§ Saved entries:

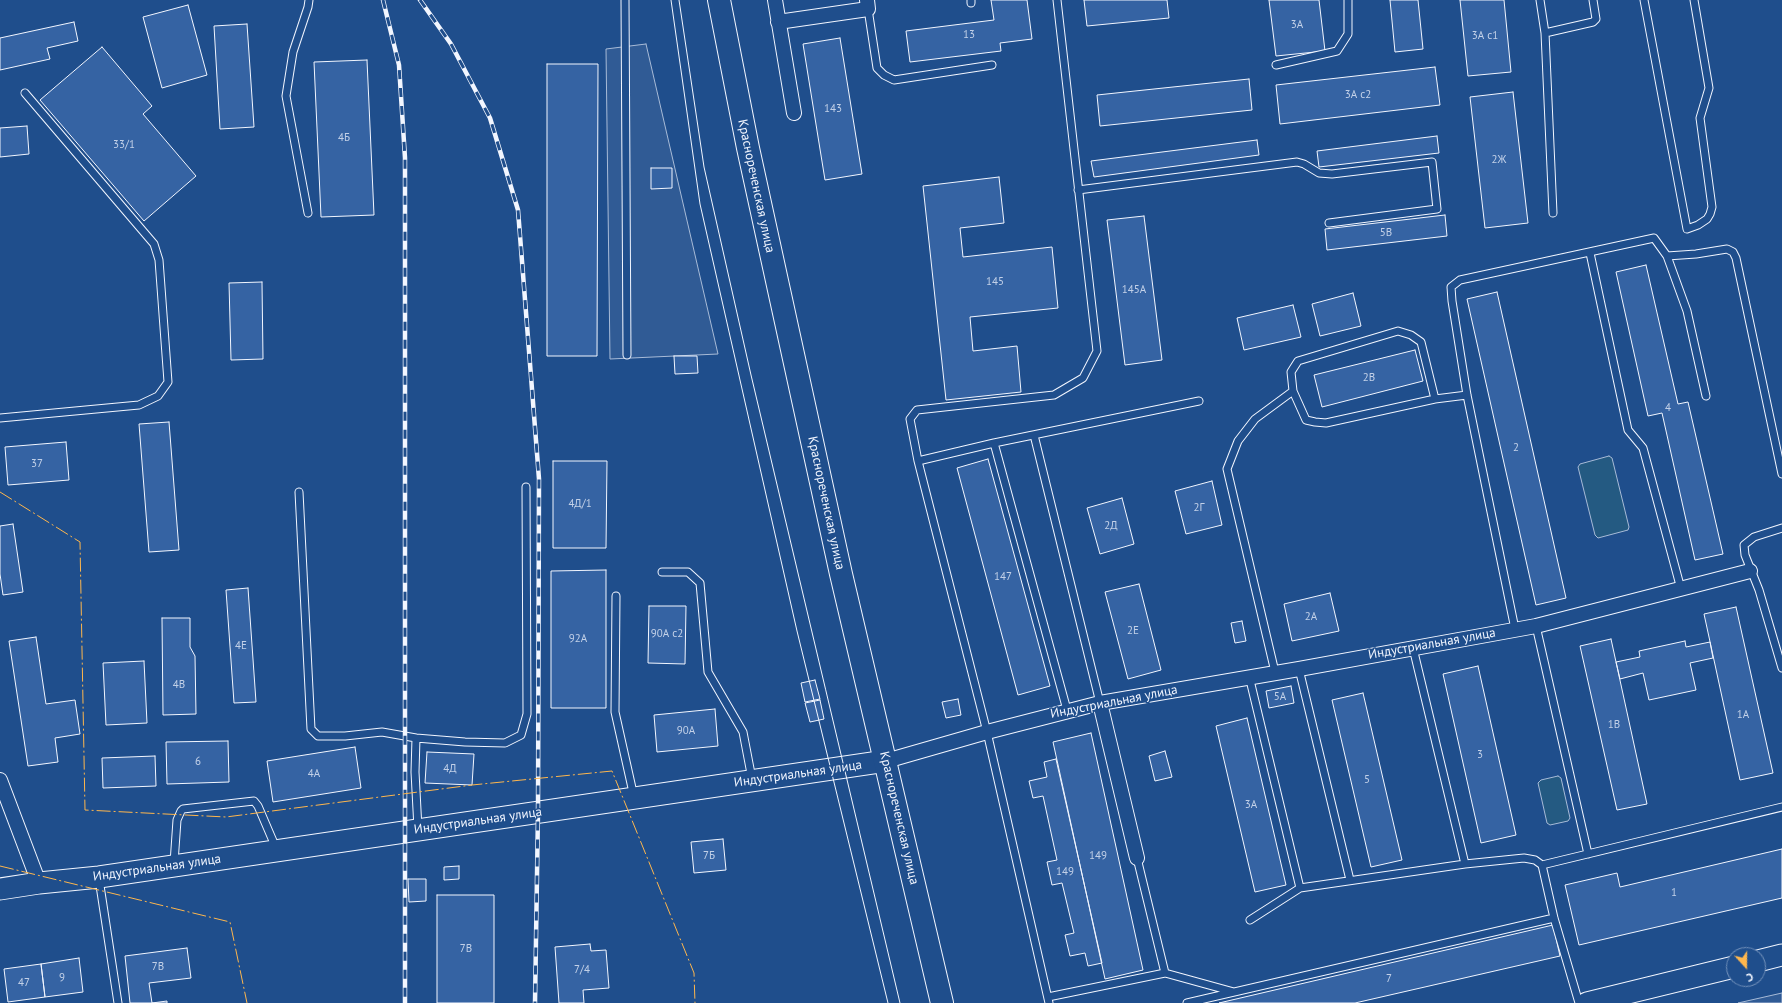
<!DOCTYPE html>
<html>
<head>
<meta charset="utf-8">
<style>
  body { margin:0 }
  #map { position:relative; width:1782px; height:1003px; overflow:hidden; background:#1f4e8c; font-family:"PT Sans",sans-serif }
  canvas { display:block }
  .north { position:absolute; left:1726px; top:947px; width:40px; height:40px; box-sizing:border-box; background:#1f4e8c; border:1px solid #7391ba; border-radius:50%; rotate:159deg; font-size:11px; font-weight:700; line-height:16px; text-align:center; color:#f2f6ff }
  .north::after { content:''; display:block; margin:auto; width:14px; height:18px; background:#ffb74d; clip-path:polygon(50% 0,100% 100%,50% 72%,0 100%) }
</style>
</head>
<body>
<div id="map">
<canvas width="1782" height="1003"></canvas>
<div class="north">С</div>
</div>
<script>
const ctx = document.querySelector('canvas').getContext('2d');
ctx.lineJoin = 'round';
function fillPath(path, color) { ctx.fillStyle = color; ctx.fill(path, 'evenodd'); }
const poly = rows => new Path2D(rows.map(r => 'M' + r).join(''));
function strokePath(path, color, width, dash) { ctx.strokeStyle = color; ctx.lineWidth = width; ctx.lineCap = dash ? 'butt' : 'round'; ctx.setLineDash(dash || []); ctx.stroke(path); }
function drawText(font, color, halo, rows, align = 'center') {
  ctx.font = font + ' "PT Sans",sans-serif'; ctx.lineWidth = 3; ctx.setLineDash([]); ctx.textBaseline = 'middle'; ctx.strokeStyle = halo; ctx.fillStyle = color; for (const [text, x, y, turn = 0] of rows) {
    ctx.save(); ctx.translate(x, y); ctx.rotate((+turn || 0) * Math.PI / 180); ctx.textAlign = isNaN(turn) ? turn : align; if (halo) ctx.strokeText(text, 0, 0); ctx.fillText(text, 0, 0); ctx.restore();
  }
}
const green = poly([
  [1609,456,1612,458,1629,527,1628,530,1598,538,1595,535,1578,467,1580,464,1609,456],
  [1558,776,1561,778,1570,818,1568,821,1550,825,1547,823,1538,783,1541,780,1558,776]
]);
fillPath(green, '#245a82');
strokePath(green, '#a8bbd7', 1);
const parking = poly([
  [646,44,718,354,610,359,606,49,646,44],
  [1782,993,1782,1003,1738,1003,1782,993]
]);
fillPath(parking, '#305b95');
strokePath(parking, '#a8bbd7', 1);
const building = poly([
  [991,0,1027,0,1032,39,1000,43,1001,51,910,62,906,31,994,20,991,0],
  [1084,0,1167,0,1169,18,1087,26,1084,0],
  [1269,0,1319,0,1325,51,1276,56,1269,0],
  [1390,0,1418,0,1423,49,1395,52,1390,0],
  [1460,0,1504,0,1511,72,1468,76,1460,0],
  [188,5,207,75,162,88,143,17,188,5],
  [74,22,78,41,47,48,50,59,0,70,0,38,74,22],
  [247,24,254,127,220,129,214,26,247,24],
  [840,38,862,174,825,180,803,44,840,38],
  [102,47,152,106,143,114,196,176,144,221,40,100,102,47],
  [367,60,374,215,321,217,314,62,367,60],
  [547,64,598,64,597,356,547,356,547,64],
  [1435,67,1440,105,1280,124,1276,85,1435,67],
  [1249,79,1252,110,1100,126,1097,95,1249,79],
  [1513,92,1528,223,1485,228,1470,97,1513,92],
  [27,126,29,154,0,157,0,128,27,126],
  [1437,136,1439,153,1319,167,1317,151,1437,136],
  [1257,140,1259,155,1094,177,1091,161,1257,140],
  [651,168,672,168,672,188,651,189,651,168],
  [999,177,1004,223,960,228,963,257,1052,247,1058,308,970,317,973,351,1017,346,1021,392,946,400,923,186,999,177],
  [1445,215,1447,236,1327,250,1325,229,1445,215],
  [1144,216,1162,360,1125,365,1107,220,1144,216],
  [1646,265,1678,404,1688,402,1723,554,1695,560,1662,413,1648,416,1616,272,1646,265],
  [262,282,263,359,231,360,229,283,262,282],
  [1497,292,1566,598,1536,605,1467,299,1497,292],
  [1353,293,1361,326,1320,336,1312,304,1353,293],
  [1293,305,1301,337,1244,350,1237,318,1293,305],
  [1415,350,1423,381,1322,407,1314,375,1415,350],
  [674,356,697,356,698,373,675,374,674,356],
  [169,422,179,550,149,552,139,424,169,422],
  [66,442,69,480,8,485,5,447,66,442],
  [988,459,1050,686,1018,695,957,468,988,459],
  [553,461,607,461,606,548,553,548,553,461],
  [1212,481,1222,525,1186,534,1175,491,1212,481],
  [1122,498,1134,544,1100,554,1087,508,1122,498],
  [13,524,23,592,3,595,0,574,0,526,13,524],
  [606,570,606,708,551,708,551,571,606,570],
  [1139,584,1161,670,1128,679,1105,592,1139,584],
  [248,588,256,702,234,703,226,590,248,588],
  [1330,593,1339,631,1292,641,1284,604,1330,593],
  [649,606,686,606,685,664,648,663,649,606],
  [1736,607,1773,773,1740,780,1704,614,1736,607],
  [162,618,190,618,190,647,195,656,196,714,163,715,162,618],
  [1242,621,1246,641,1235,643,1231,623,1242,621],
  [36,637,46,704,75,700,80,734,55,738,58,762,28,766,9,641,36,637],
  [1611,639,1647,804,1617,810,1580,646,1611,639],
  [1685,641,1686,647,1710,642,1713,658,1690,663,1696,690,1649,700,1643,673,1620,679,1616,662,1640,657,1639,651,1685,641],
  [144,661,147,723,106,725,103,663,144,661],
  [1478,666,1516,835,1481,843,1443,674,1478,666],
  [815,680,820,699,805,702,801,683,815,680],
  [1291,686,1294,703,1269,708,1266,691,1291,686],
  [1363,693,1402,860,1371,867,1332,700,1363,693],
  [958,699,961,715,946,718,942,702,958,699],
  [820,700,824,719,810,722,805,703,820,700],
  [715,709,718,746,657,752,654,715,715,709],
  [1247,718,1286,885,1255,892,1216,726,1247,718],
  [1091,733,1143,970,1105,979,1053,742,1091,733],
  [228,741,229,782,167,784,166,742,228,741],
  [355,747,361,788,273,802,267,761,355,747],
  [1165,751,1172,777,1155,781,1149,756,1165,751],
  [427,752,474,754,472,785,425,783,427,752],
  [155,756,156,786,103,788,102,758,155,756],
  [1056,759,1102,963,1088,966,1085,953,1070,956,1065,935,1074,933,1062,883,1052,885,1047,862,1057,860,1043,796,1033,798,1029,781,1047,777,1044,762,1056,759],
  [723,839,726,870,694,873,691,842,723,839],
  [1782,849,1782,898,1579,945,1565,885,1617,873,1620,887,1782,849],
  [459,866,459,879,444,880,444,867,459,866],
  [408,879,426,879,426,901,409,902,408,879],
  [437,895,494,895,494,1003,437,1003,437,895],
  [1553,925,1560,956,1355,1003,1219,1003,1553,925],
  [590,944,591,951,606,950,609,988,583,990,584,1003,559,1003,555,947,590,944],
  [187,948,191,978,149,983,152,1003,167,1001,167,1003,130,1003,125,956,187,948],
  [79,958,83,992,45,997,41,964,79,958],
  [41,964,45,997,8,1002,4,969,41,964]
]);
fillPath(building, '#3563a3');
strokePath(building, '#f2f6ff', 1);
const lane = poly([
  [625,0,627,355],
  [971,0,971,3],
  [1540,0,1545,33,1593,22,1596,19,1593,0],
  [1644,0,1687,229,1698,225,1707,219,1710,214,1712,207,1700,118,1709,88,1694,0],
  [868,9,877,68,884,75,894,80,992,65],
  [1545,33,1553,213],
  [1276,65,1337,51,1348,34,1348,0],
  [1078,190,1297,162,1304,164,1319,173,1332,174,1432,162,1437,209,1329,223],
  [308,213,286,96,293,52,308,7,309,0],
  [1590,253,1628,430,1643,448,1681,589],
  [1667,256,1687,311,1706,396],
  [1293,391,1306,420,1315,422,1326,423,1435,399],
  [0,418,139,405,158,396,168,382,159,260,154,244,25,93],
  [1034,435,1100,703],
  [994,443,1199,401],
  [918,461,994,443,1067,710],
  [299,492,311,729,318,736,345,736,382,732,416,738],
  [1782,528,1754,537,1744,545,1745,555,1759,590,1782,668],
  [662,572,688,572,700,583,708,672,743,732,752,779],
  [616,596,615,712,634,797],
  [1536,626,1588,854],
  [1515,629,1467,395,1452,301,1451,287,1460,280,1654,238,1667,256,1696,254,1727,249,1733,252,1736,258,1782,474],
  [1413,648,1465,864],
  [1299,669,1350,880],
  [1275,672,1227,469,1238,441,1255,419,1293,391,1291,372,1298,361,1398,331,1411,335,1421,342,1435,399,1467,395],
  [1249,676,1300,888],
  [418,829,415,772,416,738,465,742,505,743,521,735,527,714,526,487],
  [1137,858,1165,973,1234,992],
  [174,863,177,820,181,811,183,809,254,801,258,806,276,848],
  [1542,865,1554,918,1579,1003],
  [99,879,118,1003],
  [1250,920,1300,888,1465,864,1524,858,1535,860,1542,865,1782,807],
  [1048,997,1165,973],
  [1049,1003,987,732,918,461,910,419,917,410,1054,395,1083,378,1097,351,1057,0],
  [1187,1003,1554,918]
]);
const street = poly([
  [775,0,794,113],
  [778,22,868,9,867,0],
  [1100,703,1137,858],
  [886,761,987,732,1100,703,1299,669,1536,626,1750,571],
  [0,780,39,883]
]);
const secondary = poly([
  [0,889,39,883,99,877,886,761],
  [1758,961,1782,955],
  [1587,1003,1734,967]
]);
const primary = poly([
  [719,0,748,148,841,574,942,1003]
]);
strokePath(lane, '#f2f6ff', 9);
strokePath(street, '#f2f6ff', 16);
strokePath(secondary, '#f2f6ff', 23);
strokePath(primary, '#f2f6ff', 24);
strokePath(lane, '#1f4e8c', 7);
strokePath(street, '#1f4e8c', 14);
strokePath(secondary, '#1f4e8c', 21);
strokePath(primary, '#1f4e8c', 22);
strokePath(poly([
  [671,0,700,204,797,631,888,1003],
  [679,0,704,167,751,375,900,1003]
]), '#f2f6ff', 1);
const rail = poly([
  [383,0,399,65,405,158,405,1003],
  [420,0,451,44,490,118,518,210,539,479,538,812,535,1003]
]);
strokePath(rail, '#f2f6ff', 4.5);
strokePath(rail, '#1f4e8c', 3, [9]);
strokePath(poly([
  [0,492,80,542,85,810,226,817,472,785,612,771,694,973,695,1003],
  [0,866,230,922,247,1003]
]), '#ffb74d', 1, [14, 3, 2, 3]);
drawText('11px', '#c3d1e8', null, [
  ["3А",1297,25],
  ["13",969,35],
  ["3А с1",1485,36],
  ["3А с2",1358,95],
  ["143",833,109],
  ["4Б",344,138],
  ["33/1",124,145],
  ["2Ж",1499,160],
  ["5В",1386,233],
  ["145",995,282],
  ["145А",1134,290],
  ["2В",1369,378],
  ["4",1668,408],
  ["2",1516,448],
  ["37",37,464],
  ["4Д/1",580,504],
  ["2Г",1199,508],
  ["2Д",1111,526],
  ["147",1003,577],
  ["2А",1311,617],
  ["2Е",1133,631],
  ["90А с2",667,634],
  ["92А",578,639],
  ["4Е",241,646],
  ["4В",179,685],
  ["5А",1280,697],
  ["1А",1743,715],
  ["1В",1614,725],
  ["90А",686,731],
  ["3",1480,755],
  ["6",198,762],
  ["4Д",450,769],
  ["4А",314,774],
  ["5",1367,780],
  ["3А",1251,805],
  ["7Б",709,856],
  ["149",1098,856],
  ["149",1065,872],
  ["1",1674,893],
  ["7В",466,949],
  ["7В",158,967],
  ["7/4",582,970],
  ["9",62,978],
  ["7",1389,979],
  ["47",24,983]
]);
drawText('13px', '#f2f6ff', '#1f4e8c', [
  ["Краснореченская улица",756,186,78],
  ["Краснореченская улица",826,503,78],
  ["Индустриальная улица",1432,644,-10],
  ["Индустриальная улица",1114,702,-11],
  ["Индустриальная улица",798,774,-8],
  ["Краснореченская улица",899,818,77],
  ["Индустриальная улица",478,821,-8],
  ["Индустриальная улица",157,868,-8]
]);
</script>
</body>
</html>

§ WORK TO BE COMPLETED: With all pictures removed, reproduce the lines from the top of the entries above through the line containing "function drawText(font, color, halo, rows, align", exactly as written.

§ RESPONSE TO THIS TASK:
<!DOCTYPE html>
<html>
<head>
<meta charset="utf-8">
<style>
  body { margin:0 }
  #map { position:relative; width:1782px; height:1003px; overflow:hidden; background:#1f4e8c; font-family:"PT Sans",sans-serif }
  canvas { display:block }
  .north { position:absolute; left:1726px; top:947px; width:40px; height:40px; box-sizing:border-box; background:#1f4e8c; border:1px solid #7391ba; border-radius:50%; rotate:159deg; font-size:11px; font-weight:700; line-height:16px; text-align:center; color:#f2f6ff }
  .north::after { content:''; display:block; margin:auto; width:14px; height:18px; background:#ffb74d; clip-path:polygon(50% 0,100% 100%,50% 72%,0 100%) }
</style>
</head>
<body>
<div id="map">
<canvas width="1782" height="1003"></canvas>
<div class="north">С</div>
</div>
<script>
const ctx = document.querySelector('canvas').getContext('2d');
ctx.lineJoin = 'round';
function fillPath(path, color) { ctx.fillStyle = color; ctx.fill(path, 'evenodd'); }
const poly = rows => new Path2D(rows.map(r => 'M' + r).join(''));
function strokePath(path, color, width, dash) { ctx.strokeStyle = color; ctx.lineWidth = width; ctx.lineCap = dash ? 'butt' : 'round'; ctx.setLineDash(dash || []); ctx.stroke(path); }
function drawText(font, color, halo, rows, align = 'center') {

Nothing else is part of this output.